**Task brief:** Transcribe word for word the lines below from the line with "g.save(); g.translate(x, y);" through the line with "M33,46L51,57L44,69L26,59Z", ends included.

-- Data to examine follows --

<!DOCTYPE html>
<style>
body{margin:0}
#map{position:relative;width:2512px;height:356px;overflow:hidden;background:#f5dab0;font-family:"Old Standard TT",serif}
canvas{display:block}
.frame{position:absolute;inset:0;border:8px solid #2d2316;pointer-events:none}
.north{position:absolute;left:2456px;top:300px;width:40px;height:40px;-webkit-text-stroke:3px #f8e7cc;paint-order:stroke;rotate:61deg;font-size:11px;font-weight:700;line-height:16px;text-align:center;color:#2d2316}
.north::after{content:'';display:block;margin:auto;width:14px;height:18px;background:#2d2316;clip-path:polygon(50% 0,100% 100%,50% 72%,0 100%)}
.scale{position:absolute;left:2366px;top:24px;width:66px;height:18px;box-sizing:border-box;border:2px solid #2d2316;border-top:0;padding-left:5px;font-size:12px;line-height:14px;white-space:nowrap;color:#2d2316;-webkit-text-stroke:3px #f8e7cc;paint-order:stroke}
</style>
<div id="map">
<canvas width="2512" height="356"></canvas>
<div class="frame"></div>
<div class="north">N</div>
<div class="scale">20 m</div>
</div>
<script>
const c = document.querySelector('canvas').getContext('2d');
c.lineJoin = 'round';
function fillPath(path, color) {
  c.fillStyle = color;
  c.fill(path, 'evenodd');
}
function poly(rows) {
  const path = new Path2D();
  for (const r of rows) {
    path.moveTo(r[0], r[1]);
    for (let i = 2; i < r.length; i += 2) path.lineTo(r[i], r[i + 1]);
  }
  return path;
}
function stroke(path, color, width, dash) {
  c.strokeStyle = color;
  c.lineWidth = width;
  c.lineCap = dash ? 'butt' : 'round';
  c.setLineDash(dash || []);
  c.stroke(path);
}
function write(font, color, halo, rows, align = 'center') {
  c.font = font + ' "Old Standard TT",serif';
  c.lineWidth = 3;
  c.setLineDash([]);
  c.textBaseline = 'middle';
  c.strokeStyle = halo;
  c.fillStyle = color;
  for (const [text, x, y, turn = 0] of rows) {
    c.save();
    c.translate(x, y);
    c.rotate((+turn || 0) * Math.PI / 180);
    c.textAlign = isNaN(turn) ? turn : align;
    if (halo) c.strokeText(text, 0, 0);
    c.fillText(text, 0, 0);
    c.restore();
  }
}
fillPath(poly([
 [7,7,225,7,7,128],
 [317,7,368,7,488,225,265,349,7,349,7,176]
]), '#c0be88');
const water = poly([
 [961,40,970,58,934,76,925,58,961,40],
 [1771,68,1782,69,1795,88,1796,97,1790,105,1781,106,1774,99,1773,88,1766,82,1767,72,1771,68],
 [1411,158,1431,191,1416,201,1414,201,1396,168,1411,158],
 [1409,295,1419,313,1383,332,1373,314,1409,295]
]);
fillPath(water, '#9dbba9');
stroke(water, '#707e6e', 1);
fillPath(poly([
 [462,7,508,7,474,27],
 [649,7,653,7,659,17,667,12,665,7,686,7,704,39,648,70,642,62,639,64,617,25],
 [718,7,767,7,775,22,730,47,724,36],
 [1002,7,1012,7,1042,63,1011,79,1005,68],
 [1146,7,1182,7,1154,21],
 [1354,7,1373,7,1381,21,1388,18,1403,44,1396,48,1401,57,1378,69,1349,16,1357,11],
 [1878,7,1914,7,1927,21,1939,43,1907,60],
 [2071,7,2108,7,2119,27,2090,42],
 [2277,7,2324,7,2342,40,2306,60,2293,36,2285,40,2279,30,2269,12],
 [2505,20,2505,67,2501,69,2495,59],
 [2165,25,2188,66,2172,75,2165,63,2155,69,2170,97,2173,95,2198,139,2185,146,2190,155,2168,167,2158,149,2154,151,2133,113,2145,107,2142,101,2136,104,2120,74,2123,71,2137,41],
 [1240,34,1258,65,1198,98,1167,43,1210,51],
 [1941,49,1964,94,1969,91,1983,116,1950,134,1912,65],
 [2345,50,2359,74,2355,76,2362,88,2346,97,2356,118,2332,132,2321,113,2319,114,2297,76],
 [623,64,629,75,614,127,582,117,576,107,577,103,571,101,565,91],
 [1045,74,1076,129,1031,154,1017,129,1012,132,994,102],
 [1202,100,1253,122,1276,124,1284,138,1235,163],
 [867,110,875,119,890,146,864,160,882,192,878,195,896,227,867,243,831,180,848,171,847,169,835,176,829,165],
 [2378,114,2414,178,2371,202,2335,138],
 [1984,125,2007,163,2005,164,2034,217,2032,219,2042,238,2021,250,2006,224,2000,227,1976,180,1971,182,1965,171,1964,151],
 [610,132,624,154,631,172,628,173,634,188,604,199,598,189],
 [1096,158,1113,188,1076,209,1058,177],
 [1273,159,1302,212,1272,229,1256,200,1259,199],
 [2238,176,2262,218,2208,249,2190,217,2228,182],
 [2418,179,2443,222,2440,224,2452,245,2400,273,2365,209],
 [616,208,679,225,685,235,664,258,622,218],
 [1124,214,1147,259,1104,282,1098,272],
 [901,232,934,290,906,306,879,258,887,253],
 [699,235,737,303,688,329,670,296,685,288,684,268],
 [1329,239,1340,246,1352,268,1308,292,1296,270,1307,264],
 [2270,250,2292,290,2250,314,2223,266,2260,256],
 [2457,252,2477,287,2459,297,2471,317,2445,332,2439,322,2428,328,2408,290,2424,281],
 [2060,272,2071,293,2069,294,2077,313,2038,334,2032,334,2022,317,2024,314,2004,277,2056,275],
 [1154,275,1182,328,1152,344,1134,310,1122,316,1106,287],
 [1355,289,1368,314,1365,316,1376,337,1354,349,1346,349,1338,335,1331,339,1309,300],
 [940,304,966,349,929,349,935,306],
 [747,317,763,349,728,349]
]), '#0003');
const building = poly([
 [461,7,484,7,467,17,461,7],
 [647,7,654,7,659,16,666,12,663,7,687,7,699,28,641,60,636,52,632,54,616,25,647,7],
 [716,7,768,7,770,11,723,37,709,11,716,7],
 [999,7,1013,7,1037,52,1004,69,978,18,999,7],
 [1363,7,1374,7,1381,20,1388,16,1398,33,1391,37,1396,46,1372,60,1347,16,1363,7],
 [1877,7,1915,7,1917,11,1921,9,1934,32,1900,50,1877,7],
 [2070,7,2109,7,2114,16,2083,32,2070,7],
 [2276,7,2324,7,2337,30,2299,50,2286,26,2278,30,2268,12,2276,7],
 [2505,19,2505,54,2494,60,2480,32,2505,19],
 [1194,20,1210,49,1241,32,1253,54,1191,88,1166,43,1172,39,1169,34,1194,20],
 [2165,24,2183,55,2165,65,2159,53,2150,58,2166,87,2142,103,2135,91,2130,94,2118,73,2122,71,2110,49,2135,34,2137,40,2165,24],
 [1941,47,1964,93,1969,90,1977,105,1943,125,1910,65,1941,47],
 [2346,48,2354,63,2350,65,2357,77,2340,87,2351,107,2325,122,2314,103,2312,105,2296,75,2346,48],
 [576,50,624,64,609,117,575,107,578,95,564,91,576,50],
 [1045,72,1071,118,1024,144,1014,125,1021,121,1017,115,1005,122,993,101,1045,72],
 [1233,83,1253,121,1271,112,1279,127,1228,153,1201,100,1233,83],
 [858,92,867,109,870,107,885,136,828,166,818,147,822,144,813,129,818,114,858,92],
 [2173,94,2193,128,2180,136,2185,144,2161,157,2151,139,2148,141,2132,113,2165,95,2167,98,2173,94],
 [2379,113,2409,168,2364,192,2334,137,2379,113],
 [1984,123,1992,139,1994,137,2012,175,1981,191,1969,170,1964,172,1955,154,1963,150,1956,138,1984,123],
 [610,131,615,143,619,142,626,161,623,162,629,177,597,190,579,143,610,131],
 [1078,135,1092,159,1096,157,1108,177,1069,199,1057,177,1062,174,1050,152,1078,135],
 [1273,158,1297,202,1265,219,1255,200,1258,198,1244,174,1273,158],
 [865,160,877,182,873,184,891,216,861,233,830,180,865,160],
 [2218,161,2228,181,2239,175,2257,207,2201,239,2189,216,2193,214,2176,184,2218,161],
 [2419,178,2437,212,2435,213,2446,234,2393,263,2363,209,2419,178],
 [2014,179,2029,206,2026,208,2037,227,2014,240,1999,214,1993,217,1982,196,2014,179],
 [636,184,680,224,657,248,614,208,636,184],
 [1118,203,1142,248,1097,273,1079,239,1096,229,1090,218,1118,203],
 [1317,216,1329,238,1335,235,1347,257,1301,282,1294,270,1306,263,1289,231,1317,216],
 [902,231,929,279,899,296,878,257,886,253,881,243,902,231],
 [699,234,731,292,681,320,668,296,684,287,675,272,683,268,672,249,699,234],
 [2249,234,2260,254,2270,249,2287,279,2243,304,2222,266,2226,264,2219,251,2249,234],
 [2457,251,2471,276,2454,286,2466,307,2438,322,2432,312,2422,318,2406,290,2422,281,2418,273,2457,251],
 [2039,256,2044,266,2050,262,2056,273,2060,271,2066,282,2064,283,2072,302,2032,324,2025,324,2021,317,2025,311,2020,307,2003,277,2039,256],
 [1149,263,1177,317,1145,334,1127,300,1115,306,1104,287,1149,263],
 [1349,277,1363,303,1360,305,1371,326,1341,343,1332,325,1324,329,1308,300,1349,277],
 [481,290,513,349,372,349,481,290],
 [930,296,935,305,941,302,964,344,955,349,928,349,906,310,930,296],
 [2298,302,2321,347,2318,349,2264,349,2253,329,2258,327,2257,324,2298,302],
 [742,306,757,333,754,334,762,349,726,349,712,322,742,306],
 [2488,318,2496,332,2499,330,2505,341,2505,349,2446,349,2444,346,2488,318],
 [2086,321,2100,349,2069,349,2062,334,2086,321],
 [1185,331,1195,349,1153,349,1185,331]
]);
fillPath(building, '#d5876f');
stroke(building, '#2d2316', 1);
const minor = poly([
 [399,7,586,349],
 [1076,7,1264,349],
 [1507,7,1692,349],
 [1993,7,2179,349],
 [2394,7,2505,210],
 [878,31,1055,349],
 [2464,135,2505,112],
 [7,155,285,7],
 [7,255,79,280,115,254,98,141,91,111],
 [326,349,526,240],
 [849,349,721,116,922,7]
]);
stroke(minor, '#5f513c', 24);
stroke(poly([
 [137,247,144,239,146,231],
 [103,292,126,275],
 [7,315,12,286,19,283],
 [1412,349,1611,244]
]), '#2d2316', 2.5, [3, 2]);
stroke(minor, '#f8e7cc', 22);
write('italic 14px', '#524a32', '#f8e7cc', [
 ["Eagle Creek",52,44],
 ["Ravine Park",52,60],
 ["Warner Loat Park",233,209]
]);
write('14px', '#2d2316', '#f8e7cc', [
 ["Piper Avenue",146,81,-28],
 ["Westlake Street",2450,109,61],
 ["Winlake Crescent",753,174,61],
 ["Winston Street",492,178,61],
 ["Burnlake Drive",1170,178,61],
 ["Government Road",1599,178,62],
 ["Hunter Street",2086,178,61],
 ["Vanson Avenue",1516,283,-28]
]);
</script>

-- Data to examine concluded --
-- Data to examine follows --

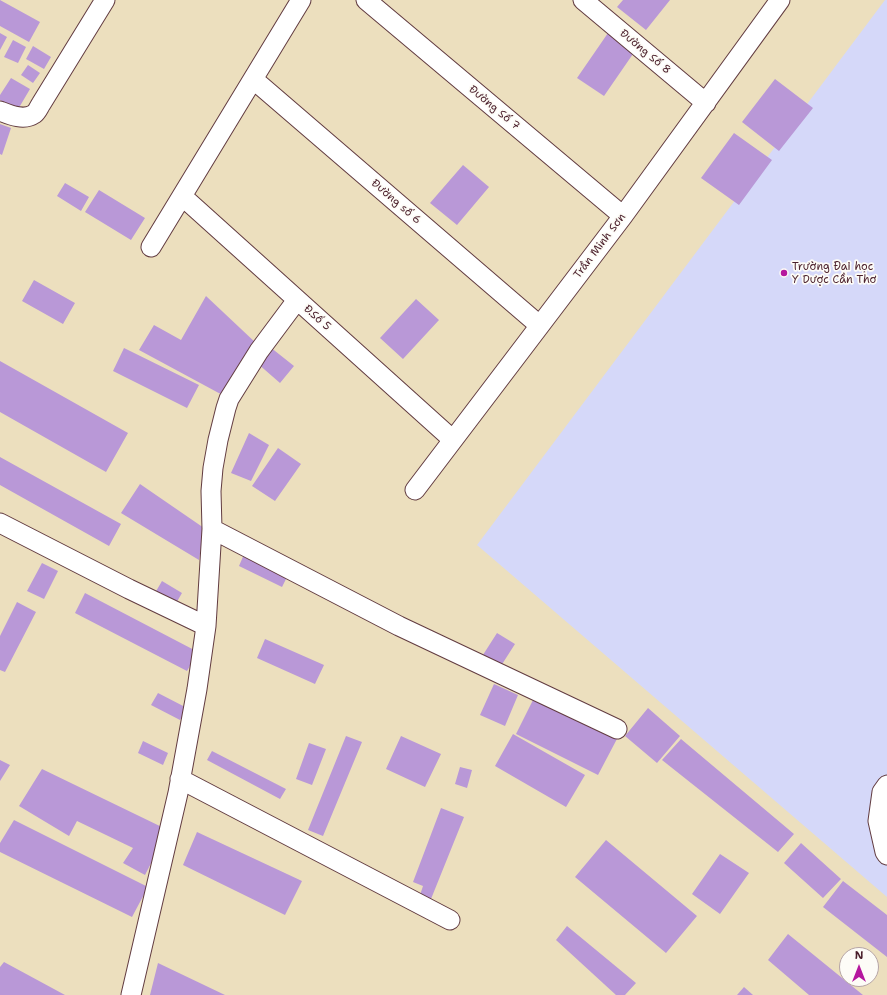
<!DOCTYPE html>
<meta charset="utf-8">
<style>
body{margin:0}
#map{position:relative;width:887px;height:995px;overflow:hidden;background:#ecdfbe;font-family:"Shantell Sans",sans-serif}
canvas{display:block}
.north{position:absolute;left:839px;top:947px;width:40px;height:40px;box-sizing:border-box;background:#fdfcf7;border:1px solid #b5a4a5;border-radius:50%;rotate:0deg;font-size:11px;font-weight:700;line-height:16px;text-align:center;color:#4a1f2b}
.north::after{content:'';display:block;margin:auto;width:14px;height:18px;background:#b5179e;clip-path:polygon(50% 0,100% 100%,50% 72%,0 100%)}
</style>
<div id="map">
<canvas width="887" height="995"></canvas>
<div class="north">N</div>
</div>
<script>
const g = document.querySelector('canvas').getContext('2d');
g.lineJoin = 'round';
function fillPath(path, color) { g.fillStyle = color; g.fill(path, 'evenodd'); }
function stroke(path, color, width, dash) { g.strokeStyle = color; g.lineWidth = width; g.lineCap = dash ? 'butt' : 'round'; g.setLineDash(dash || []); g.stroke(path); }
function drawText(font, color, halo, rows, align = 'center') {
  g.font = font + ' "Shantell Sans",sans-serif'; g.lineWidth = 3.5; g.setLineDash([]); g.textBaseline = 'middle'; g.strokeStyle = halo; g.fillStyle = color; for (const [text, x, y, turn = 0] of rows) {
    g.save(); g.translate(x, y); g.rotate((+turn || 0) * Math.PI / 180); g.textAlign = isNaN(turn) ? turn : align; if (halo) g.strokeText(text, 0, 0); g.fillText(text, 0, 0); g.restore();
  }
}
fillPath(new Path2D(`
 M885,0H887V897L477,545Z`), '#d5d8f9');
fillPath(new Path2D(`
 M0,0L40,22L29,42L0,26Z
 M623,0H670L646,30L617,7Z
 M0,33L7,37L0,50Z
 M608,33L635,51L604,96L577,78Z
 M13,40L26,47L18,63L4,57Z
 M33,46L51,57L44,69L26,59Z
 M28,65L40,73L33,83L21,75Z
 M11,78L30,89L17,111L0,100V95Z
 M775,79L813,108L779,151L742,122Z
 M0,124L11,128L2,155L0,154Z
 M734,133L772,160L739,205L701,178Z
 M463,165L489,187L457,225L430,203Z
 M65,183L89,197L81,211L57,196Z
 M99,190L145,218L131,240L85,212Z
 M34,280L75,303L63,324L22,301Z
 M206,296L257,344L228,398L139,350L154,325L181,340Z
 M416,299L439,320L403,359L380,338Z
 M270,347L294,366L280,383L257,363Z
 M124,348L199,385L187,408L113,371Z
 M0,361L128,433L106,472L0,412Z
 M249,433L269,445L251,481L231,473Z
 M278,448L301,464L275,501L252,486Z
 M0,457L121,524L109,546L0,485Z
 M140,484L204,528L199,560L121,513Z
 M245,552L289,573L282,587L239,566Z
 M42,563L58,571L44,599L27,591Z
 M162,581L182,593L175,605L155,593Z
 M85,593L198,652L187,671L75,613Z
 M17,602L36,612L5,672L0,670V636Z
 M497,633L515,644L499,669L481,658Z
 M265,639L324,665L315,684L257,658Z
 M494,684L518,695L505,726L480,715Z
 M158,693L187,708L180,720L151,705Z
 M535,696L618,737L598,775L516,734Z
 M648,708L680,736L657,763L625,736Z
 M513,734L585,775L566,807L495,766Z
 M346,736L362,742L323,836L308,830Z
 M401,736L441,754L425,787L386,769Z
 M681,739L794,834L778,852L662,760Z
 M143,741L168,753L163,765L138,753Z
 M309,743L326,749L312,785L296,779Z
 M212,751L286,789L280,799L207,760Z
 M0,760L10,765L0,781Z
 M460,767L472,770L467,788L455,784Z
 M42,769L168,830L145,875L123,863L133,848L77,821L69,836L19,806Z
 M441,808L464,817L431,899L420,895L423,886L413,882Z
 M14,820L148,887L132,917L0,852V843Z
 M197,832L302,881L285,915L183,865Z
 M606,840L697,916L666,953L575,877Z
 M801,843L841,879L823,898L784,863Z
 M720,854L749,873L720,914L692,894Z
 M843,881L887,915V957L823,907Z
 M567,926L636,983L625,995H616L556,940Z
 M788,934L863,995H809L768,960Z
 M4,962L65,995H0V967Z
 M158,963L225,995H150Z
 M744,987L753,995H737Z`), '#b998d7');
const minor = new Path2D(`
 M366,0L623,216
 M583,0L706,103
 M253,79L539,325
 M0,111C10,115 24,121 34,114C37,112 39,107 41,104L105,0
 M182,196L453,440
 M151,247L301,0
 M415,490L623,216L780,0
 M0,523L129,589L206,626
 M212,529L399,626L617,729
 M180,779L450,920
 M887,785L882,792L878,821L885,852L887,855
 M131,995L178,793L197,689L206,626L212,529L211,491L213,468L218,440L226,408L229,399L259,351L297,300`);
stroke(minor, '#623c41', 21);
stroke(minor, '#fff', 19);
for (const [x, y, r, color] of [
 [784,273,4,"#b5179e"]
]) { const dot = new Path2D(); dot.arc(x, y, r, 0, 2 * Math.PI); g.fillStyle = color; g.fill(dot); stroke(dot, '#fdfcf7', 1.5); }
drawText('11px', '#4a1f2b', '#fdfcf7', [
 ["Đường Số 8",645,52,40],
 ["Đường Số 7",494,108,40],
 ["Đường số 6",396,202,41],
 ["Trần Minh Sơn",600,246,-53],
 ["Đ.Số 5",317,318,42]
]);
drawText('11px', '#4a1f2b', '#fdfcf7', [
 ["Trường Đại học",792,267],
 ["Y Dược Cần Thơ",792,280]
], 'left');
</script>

-- Data to examine concluded --

**Completed task:**
    g.save(); g.translate(x, y); g.rotate((+turn || 0) * Math.PI / 180); g.textAlign = isNaN(turn) ? turn : align; if (halo) g.strokeText(text, 0, 0); g.fillText(text, 0, 0); g.restore();
  }
}
fillPath(new Path2D(`
 M885,0H887V897L477,545Z`), '#d5d8f9');
fillPath(new Path2D(`
 M0,0L40,22L29,42L0,26Z
 M623,0H670L646,30L617,7Z
 M0,33L7,37L0,50Z
 M608,33L635,51L604,96L577,78Z
 M13,40L26,47L18,63L4,57Z
 M33,46L51,57L44,69L26,59Z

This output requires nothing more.